:: THE DATA ::
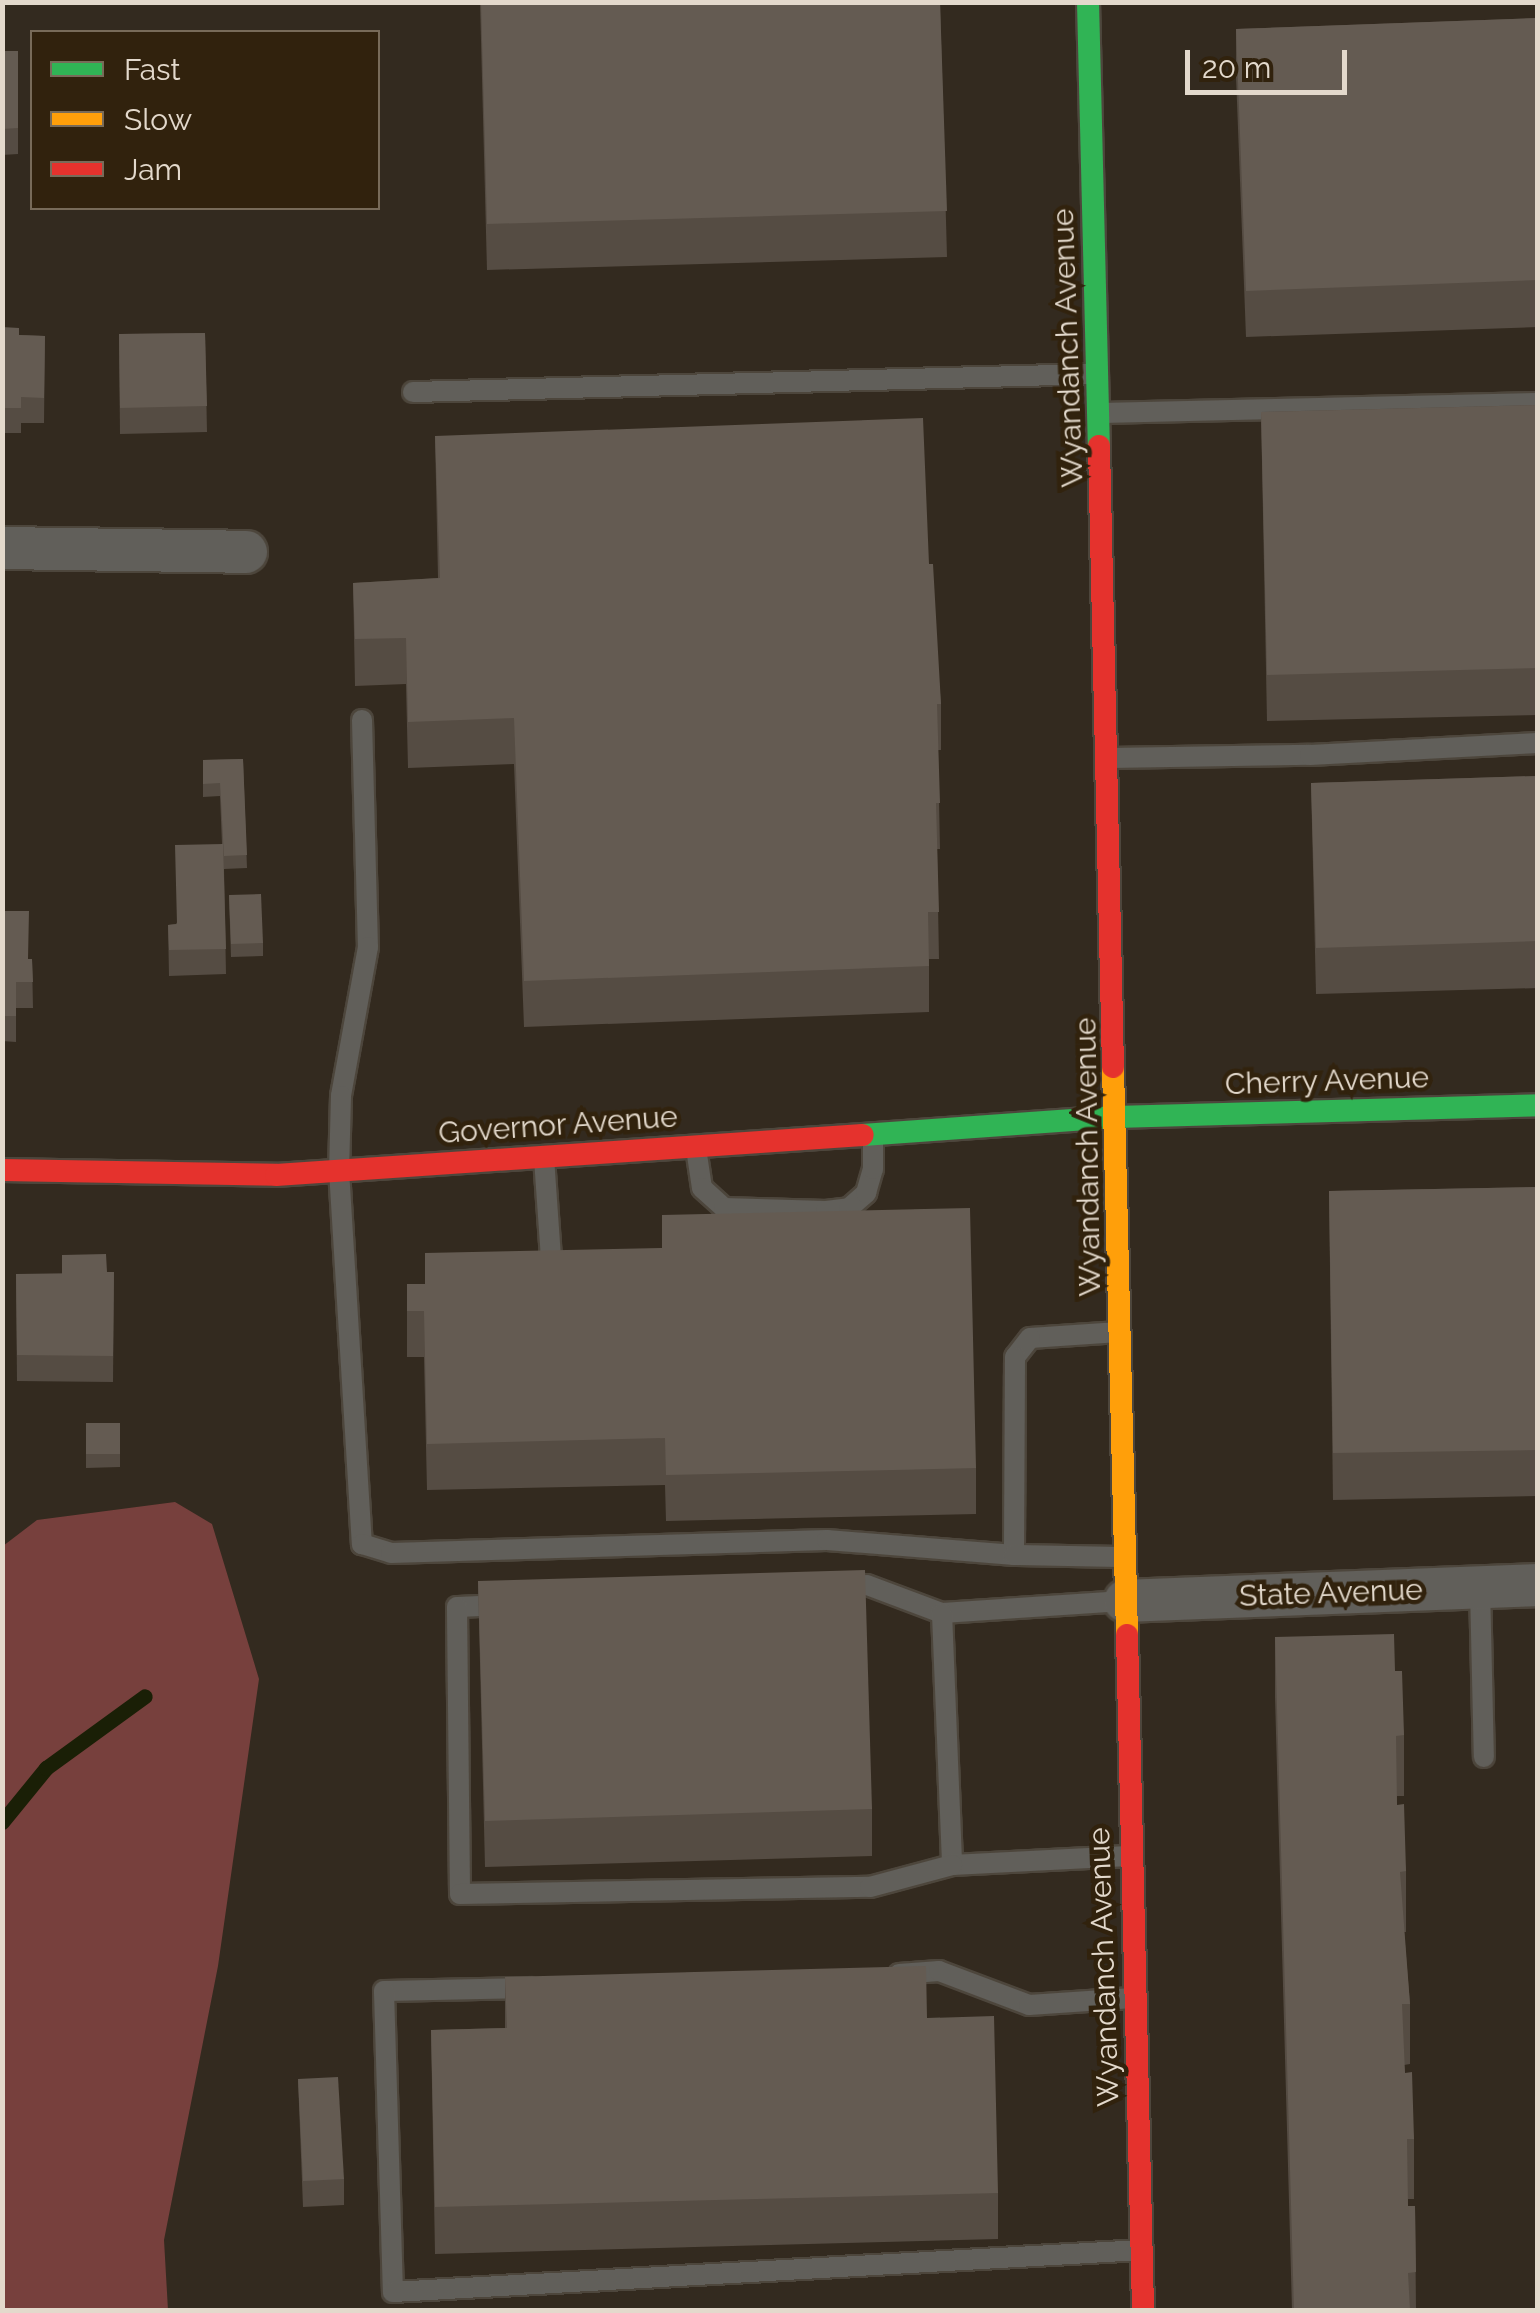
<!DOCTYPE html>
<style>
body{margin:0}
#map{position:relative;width:1540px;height:2313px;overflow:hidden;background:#332a1f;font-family:Raleway,sans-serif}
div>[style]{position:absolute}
.green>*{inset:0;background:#77403d}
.stream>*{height:15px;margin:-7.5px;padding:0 7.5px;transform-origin:7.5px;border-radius:7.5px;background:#1a1f06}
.roads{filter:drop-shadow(2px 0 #4d463c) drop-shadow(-2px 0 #4d463c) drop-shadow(0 2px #4d463c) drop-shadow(0 -2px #4d463c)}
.lane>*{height:20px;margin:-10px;padding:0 10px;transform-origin:10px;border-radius:10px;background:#615f5a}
.street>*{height:42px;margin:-21px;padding:0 21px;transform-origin:21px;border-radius:21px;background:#615f5a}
.fast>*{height:22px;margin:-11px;padding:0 11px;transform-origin:11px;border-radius:11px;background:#30b455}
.slow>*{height:22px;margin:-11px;padding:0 11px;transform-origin:11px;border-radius:11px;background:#ff9f0a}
.jam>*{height:22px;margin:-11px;padding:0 11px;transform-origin:11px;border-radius:11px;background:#e5322d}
.wall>*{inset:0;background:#554c43}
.building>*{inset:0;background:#645b52}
span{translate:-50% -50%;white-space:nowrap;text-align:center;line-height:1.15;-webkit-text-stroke:9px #31220d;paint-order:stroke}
.street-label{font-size:30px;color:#e3d9cc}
.frame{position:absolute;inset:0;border:5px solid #e3d9cc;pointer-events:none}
.legend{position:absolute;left:30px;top:30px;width:350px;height:180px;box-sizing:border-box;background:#31220d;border:2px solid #786b59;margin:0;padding:12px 18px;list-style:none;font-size:30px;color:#e3d9cc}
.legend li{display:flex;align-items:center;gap:20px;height:50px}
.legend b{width:50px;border:2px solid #786b59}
.scale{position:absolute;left:1185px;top:50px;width:162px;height:45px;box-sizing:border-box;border:5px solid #e3d9cc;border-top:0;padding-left:12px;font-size:30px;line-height:35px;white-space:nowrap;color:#e3d9cc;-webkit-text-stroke:8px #31220d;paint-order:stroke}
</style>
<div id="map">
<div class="green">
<i style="clip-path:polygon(175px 1502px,212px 1524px,259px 1679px,218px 1966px,164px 2240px,168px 2310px,3px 2310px,3px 1546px,37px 1520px)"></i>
</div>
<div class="stream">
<i style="left:2px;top:1822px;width:70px;rotate:-50.8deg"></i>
<i style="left:46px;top:1768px;width:122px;rotate:-36deg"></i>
</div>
<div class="roads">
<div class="lane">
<i style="left:413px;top:392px;width:684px;rotate:-1.51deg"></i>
<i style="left:1100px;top:413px;width:438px;rotate:-1.3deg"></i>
<i style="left:362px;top:720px;width:227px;rotate:88.5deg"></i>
<i style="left:368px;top:947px;width:151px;rotate:100.3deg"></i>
<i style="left:341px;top:1096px;width:74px;rotate:91.5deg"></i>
<i style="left:339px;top:1170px;width:375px;rotate:86.5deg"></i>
<i style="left:362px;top:1544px;width:30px;rotate:17deg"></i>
<i style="left:391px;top:1553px;width:436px;rotate:-1.7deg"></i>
<i style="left:827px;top:1540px;width:188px;rotate:4.6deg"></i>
<i style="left:1110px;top:758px;width:200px;rotate:-0.9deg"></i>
<i style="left:1310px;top:755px;width:228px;rotate:-3deg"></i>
<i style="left:696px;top:1148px;width:40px;rotate:81.5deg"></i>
<i style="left:702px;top:1188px;width:30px;rotate:42deg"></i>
<i style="left:724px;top:1208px;width:102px;rotate:1.7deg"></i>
<i style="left:826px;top:1211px;width:23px;rotate:-7deg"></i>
<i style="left:849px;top:1208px;width:23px;rotate:-41deg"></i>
<i style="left:866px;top:1193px;width:25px;rotate:-74deg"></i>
<i style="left:873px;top:1169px;width:32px;rotate:-90deg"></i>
<i style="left:544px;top:1158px;width:101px;rotate:86deg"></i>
<i style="left:1119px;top:1332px;width:89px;rotate:176.1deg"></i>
<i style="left:1030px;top:1338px;width:24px;rotate:128deg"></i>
<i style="left:1015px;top:1357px;width:198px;rotate:90.3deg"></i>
<i style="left:1014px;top:1555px;width:109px;rotate:1.1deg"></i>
<i style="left:842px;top:1586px;width:25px;rotate:-2deg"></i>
<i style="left:867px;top:1585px;width:80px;rotate:20.5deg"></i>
<i style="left:1480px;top:1587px;width:170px;rotate:88.7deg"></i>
<i style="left:1123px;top:1601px;width:181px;rotate:176.2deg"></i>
<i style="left:942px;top:1613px;width:252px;rotate:87.7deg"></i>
<i style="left:952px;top:1865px;width:176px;rotate:-2.9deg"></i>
<i style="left:503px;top:1605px;width:46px;rotate:177.5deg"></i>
<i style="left:457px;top:1607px;width:287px;rotate:89.4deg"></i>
<i style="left:460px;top:1894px;width:410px;rotate:-1deg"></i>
<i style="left:870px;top:1887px;width:85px;rotate:-15deg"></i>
<i style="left:899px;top:1974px;width:40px;rotate:-4.3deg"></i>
<i style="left:939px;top:1971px;width:96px;rotate:20.7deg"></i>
<i style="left:1029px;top:2005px;width:104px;rotate:-3.9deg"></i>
<i style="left:530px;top:1988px;width:146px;rotate:178.8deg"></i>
<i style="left:384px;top:1991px;width:301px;rotate:88.3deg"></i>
<i style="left:393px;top:2292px;width:749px;rotate:-3.21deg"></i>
</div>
<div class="street">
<i style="left:2px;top:548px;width:244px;rotate:0.9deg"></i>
<i style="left:1125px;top:1601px;width:413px;rotate:-2.2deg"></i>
</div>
<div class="fast">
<i style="left:1088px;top:2px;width:444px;rotate:88.6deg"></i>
<i style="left:863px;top:1135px;width:255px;rotate:-4.1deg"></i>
<i style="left:1117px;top:1117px;width:421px;rotate:-1.6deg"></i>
</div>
<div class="slow">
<i style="left:1113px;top:1067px;width:568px;rotate:88.59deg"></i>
</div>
<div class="jam">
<i style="left:1099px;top:446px;width:621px;rotate:88.71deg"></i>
<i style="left:2px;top:1170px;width:274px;rotate:1deg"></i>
<i style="left:276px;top:1175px;width:588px;rotate:-3.9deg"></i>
<i style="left:1127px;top:1635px;width:675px;rotate:88.64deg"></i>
</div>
</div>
<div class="wall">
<i style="clip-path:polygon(480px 2px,940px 2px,947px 257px,487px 270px)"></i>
<i style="clip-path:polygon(1538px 18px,1538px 327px,1246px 337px,1236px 76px,1236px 29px)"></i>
<i style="clip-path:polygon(2px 51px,18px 51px,18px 154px,2px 155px)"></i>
<i style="clip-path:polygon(2px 327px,19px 335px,45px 336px,44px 423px,21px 423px,21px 433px,2px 433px)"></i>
<i style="clip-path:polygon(205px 333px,207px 432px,120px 434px,119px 334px)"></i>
<i style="clip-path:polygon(1538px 405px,1538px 715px,1267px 721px,1261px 412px)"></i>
<i style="clip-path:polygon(435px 436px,929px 564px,941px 704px,941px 750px,938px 750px,940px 849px,937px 849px,939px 959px,929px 959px,929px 1012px,524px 1027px,514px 764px,408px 768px,406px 684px,355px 686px,353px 583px,438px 578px)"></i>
<i style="clip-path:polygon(2px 697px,5px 742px,5px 767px,2px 767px)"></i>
<i style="clip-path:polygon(243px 759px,247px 868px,224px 869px,226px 974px,169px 976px,168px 925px,176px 924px,222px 844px,220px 796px,203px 797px,203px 760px)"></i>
<i style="clip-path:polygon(1538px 776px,1538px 988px,1316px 994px,1311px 783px)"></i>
<i style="clip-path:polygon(229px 895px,263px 943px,263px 956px,231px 957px)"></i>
<i style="clip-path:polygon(2px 911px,28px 959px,32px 959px,33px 1008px,16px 1008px,16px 1042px,2px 1041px)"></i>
<i style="clip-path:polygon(1538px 1187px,1538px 1496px,1333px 1500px,1329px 1191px)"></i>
<i style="clip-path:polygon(114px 1272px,113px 1382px,17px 1381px,16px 1274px)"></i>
<i style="clip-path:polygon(407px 1284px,976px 1468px,976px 1514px,666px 1521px,665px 1485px,427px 1490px,424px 1357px,407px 1357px)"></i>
<i style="clip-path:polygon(86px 1423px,120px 1423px,120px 1467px,86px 1468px)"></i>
<i style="clip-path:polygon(478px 1581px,872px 1809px,872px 1856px,485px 1867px)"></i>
<i style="clip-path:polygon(1275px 1637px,1395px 1671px,1404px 1735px,1404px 1796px,1397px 1796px,1397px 1805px,1406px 1871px,1406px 1932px,1404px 1932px,1410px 2004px,1410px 2064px,1404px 2065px,1414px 2139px,1414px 2199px,1408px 2199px,1408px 2206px,1415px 2206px,1416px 2310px,1292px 2310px,1275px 1697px)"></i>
<i style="clip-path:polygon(505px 1977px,927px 2018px,998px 2193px,998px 2239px,435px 2254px,431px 2030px,505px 2028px)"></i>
<i style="clip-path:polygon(298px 2079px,344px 2179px,344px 2205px,303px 2207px)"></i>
</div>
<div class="building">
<i style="clip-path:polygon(481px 2px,940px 2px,947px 211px,487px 224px)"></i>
<i style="clip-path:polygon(1538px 18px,1538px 280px,1246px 291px,1236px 29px)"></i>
<i style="clip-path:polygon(2px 51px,18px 51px,18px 128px,2px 129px)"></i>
<i style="clip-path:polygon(2px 327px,19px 328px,19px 335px,45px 336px,44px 398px,21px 397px,21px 408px,2px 408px)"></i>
<i style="clip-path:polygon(205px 333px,207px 406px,120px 408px,119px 334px)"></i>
<i style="clip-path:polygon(1538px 405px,1538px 668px,1267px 675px,1261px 412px)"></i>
<i style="clip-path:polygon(923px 418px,929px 564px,933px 564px,941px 704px,937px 704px,940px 803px,936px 803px,939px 912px,928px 912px,929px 966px,524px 981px,514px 718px,408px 722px,406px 638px,355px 639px,353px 583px,440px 578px,435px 436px)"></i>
<i style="clip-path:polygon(2px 697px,5px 742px,2px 742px)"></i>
<i style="clip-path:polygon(243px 759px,247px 855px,224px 856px,220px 783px,203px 784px,203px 760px)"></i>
<i style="clip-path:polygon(1538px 776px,1538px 941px,1316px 948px,1311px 783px)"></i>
<i style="clip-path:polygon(223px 844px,226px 949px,169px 950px,168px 925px,177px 924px,175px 845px)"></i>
<i style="clip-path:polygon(261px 894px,263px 943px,231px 944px,229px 895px)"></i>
<i style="clip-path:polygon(2px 911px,29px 911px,28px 959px,32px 959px,33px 982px,16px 982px,16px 1016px,2px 1016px)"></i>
<i style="clip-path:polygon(1538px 1187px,1538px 1450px,1333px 1453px,1329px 1191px)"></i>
<i style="clip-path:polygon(970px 1208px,976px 1468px,666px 1475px,665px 1438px,427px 1444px,424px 1311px,407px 1311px,407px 1284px,425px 1284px,425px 1253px,662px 1248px,662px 1215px)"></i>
<i style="clip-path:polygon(106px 1254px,107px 1272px,114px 1272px,113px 1356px,17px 1355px,16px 1274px,62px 1274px,62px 1255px)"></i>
<i style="clip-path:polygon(86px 1423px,120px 1423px,120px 1454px,86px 1454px)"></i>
<i style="clip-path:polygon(865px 1570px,872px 1809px,485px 1821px,478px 1581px)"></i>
<i style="clip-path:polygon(1394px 1634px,1395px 1671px,1402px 1671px,1404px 1735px,1396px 1736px,1397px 1805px,1404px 1804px,1406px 1871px,1400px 1872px,1410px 2004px,1402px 2004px,1405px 2073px,1412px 2072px,1414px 2139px,1407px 2139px,1408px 2206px,1415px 2206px,1416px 2272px,1408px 2273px,1410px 2310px,1294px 2310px,1275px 1637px)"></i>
<i style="clip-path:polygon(926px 1966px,927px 2018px,994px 2016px,998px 2193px,435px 2207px,431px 2030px,507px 2028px,505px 1977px)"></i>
<i style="clip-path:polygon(338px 2077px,344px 2179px,303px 2181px,298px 2079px)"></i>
</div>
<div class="street-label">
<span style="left:1068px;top:348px;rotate:-92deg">Wyandanch Avenue</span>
<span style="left:1327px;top:1081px;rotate:-2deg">Cherry Avenue</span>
<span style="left:558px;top:1125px;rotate:-4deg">Governor Avenue</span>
<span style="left:1088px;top:1157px;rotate:-91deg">Wyandanch Avenue</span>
<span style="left:1331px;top:1593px;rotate:-2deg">State Avenue</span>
<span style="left:1104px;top:1967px;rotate:-92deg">Wyandanch Avenue</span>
</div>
<div class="frame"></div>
<ul class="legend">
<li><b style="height:12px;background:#30b455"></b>Fast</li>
<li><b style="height:12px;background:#ff9f0a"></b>Slow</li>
<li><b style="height:12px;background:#e5322d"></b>Jam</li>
</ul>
<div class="scale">20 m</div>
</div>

:: TASK OBJECTIVE ::
Where the word "stream" appears in a line of the entries, copy that line.

:: ANSWER TO THE EXERCISE ::
.stream>*{height:15px;margin:-7.5px;padding:0 7.5px;transform-origin:7.5px;border-radius:7.5px;background:#1a1f06}
<div class="stream">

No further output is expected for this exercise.